*** DATA SUPPLIED ***
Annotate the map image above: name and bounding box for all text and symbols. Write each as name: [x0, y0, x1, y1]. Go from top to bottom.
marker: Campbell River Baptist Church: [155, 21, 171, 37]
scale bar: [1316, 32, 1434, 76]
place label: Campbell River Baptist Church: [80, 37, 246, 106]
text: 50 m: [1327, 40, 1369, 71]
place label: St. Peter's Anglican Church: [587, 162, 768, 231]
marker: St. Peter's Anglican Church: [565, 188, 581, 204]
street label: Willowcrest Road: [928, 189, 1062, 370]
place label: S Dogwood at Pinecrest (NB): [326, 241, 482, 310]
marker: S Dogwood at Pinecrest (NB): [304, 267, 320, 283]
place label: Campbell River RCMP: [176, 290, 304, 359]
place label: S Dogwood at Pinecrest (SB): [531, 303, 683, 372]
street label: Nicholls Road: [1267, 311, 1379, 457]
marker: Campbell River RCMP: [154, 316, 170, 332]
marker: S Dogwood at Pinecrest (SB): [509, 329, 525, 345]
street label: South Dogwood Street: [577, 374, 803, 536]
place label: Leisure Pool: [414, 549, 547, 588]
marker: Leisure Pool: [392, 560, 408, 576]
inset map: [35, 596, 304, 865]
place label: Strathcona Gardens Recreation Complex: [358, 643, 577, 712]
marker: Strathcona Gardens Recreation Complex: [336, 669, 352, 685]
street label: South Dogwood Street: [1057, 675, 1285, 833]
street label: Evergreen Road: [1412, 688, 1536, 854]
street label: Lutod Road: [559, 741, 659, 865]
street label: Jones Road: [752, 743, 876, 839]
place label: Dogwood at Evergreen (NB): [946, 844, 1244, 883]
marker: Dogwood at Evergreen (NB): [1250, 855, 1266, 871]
*** End of DATA SUPPLIED ***
== WHAT YOU WILL DO ==
Which lines above hold the string "place"? Copy every one of them.

== EXERCISE RESULT ==
place label: Campbell River Baptist Church: [80, 37, 246, 106]
place label: St. Peter's Anglican Church: [587, 162, 768, 231]
place label: S Dogwood at Pinecrest (NB): [326, 241, 482, 310]
place label: Campbell River RCMP: [176, 290, 304, 359]
place label: S Dogwood at Pinecrest (SB): [531, 303, 683, 372]
place label: Leisure Pool: [414, 549, 547, 588]
place label: Strathcona Gardens Recreation Complex: [358, 643, 577, 712]
place label: Dogwood at Evergreen (NB): [946, 844, 1244, 883]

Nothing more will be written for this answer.